Abstract
Ancient mitochondrial DNA is used for tracing human past demographic events due to its population-level variability. The number of published ancient mitochondrial genomes has increased in recent years, alongside with the development of high-throughput sequencing and capture enrichment methods. Here, we present AmtDB, the first database of ancient human mitochondrial genomes. Release version contains 1107 hand-curated ancient samples, freely accessible for download, together with the individual descriptors, including geographic location, radiocarbon dating, and archaeological culture affiliation. The database also features an interactive map for sample location visualization. AmtDB is a key platform for ancient population genetic studies and is available at https://amtdb.org.
INTRODUCTION
Ancient DNA (aDNA) is a genetic material obtained from ancient specimens, and unlike modern DNA, undergoes fragmentation and post-mortem damages caused mainly by environmental factors (1). Ancient DNA studies, conducted in the last 30 years, have confirmed that while maintaining appropriate procedures, we are able to recover genetic material from ancient specimens. Until recently, the majority of human aDNA studies were focused mainly on mitochondrial DNA (mtDNA) thanks to the fact that mtDNA is present in cells in a higher copy number than the nuclear genome, and therefore it is often the only genetic marker that can be recovered from poorly preserved samples. Due to its maternal inheritance, high mutation rate, absence of recombination and population-level variability, it is a useful tool for reconstructing the past demographic events (2). Despite the long-standing interest in ancient mtDNA, it was only in the past few years, when a high number of complete mt genomes were made available, alongside with the development of the high-throughput sequencing, often combined with the capture enrichment methods.
Mitochondrial DNA, often as a part of nuclear genome studies, was used to reconstruct demographic events that took place in pre-LGM (Last Glacial Maximum) and post-LGM era in Europe (3,4), to trace demographic changes that shaped past and modern populations mtDNA variation (5–13), including the influence of Neolithization process (14–23), and Steppe migrations (24–26). Moreover, mtDNA was used in several kinship studies as a molecular marker which excludes direct maternal kinship between ancient individuals (27–31).
Although there are currently available modern mtDNA databases, e.g. EMPOP (32), MITOMAP (33), HmtDB (34), and mtDB (35), there is no database that would be dedicated specifically to ancient mt genomes. A database concentrated primarily on ancient DNA is the Online Ancient Genome Repository (https://www.oagr.org.au). OAGR is the database primarily for samples generated (or collaborated on) by the Australian Centre for Ancient DNA, University of Adelaide, and includes both human SNP markers data and microbiome data. Our AmtDB is filling this gap by consistent way of mapping the published aDNA samples from different sources, and providing the associated metadata in standard, uniform, easily-downloadable-and-usable way, together with the mt genomes sequences and links to other resources. While our primary focus lies on ancient mtDNA, the metadata itself can be easily used in ancient genomic, archaeological or anthropological studies.
Database overview and functionality
The AmtDB database, as of initial version v1.000, contains 1107 samples. For 887 of these samples we provide the full mt sequences in FASTA format. For all samples, we offer metadata in form of additional descriptors. Although we utilize custom scripts for semi-automated data retrieval, all provided data are hand-curated and checked.
Authors of the aDNA studies usually provide the mtDNA sequences in three different ways, or in any combination of there of:
As complete mtDNA sequences deposited in GenBank (https://www.ncbi.nlm.nih.gov/genbank/) database (labeled as fasta).

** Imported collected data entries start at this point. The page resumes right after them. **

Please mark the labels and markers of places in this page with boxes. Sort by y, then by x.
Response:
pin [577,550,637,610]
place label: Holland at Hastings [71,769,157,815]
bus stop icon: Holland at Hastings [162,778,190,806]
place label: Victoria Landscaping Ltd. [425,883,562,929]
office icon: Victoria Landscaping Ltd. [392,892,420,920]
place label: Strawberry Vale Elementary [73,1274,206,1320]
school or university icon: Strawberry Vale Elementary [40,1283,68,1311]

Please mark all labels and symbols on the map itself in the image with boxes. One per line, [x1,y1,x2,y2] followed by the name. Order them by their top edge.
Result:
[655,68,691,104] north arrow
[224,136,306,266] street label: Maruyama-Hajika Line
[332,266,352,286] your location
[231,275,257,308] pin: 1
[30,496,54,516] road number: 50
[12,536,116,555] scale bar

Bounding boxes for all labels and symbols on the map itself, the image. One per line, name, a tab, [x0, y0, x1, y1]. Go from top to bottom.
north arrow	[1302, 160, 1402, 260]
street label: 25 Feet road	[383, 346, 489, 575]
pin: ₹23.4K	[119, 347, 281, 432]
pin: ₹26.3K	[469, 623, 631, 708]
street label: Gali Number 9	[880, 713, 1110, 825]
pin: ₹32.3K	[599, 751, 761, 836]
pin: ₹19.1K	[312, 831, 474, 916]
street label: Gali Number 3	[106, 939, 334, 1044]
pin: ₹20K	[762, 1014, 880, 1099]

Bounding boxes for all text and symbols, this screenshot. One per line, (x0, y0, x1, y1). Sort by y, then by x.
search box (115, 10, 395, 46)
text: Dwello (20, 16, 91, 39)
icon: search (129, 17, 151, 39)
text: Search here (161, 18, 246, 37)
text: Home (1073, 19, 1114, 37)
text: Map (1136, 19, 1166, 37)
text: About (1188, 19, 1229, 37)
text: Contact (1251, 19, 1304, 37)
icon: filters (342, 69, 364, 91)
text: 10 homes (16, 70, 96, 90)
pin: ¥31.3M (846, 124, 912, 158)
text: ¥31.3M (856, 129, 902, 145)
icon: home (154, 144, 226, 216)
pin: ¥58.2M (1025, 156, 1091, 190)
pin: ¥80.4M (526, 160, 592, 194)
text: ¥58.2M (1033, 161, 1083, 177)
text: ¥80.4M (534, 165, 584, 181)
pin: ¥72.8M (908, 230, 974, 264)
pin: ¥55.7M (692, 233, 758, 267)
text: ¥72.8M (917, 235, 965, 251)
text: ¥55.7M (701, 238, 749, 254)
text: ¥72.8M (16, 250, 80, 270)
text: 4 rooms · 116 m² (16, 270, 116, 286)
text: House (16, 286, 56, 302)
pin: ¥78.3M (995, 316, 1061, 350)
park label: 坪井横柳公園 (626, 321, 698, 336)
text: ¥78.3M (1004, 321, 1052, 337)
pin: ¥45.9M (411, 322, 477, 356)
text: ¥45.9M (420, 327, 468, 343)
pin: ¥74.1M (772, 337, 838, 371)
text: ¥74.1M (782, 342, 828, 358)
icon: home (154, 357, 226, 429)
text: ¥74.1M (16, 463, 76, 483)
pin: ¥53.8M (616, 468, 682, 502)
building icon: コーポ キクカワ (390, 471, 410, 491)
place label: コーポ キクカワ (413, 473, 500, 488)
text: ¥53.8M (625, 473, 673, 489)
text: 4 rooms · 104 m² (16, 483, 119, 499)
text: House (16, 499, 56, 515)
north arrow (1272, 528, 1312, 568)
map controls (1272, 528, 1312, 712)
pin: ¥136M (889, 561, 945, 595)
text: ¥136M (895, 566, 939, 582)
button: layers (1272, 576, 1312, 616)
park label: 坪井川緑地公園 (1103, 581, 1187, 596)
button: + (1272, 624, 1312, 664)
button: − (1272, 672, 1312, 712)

As results from high-throughput sequencing, in the form of SAM/BAM files deposited in an appropriate database, i.e. European Nucleotide Archive (https://www.ebi.ac.uk/ena) or Sequence Read Archive (https://www.ncbi.nlm.nih.gov/sra) (labeled as bam).
In haplotype format, i.e. list of changed position in comparison to rCRS (36) or RSRS (37) (labeled as reconstructed).
In case of available FASTA from GenBank, we provide this sequence in the database. Otherwise, we either reconstruct the mt sequence from the haplotype using the Haplosearch (https://haplosearch.com) tool (38), or preferably reconstruct the mt sequence from provided SAM/BAM files, merging multiple files (per individual) with the use of SAMtools (39). The bioinformatics pipeline in this procedure includes mapping the merged reads as single-end reads against the rCRS with BWA software (40) and collapsing duplicate sequence reads with identical start and end coordinates using FilterUniqueSAMCons.py script (41). Consensus sequences are built using ANGSD toolkit (42). In these samples we also display the average sequence depth (coverage). User can filter all samples according to the mt sequence source discussed above (fasta, bam, reconstructed).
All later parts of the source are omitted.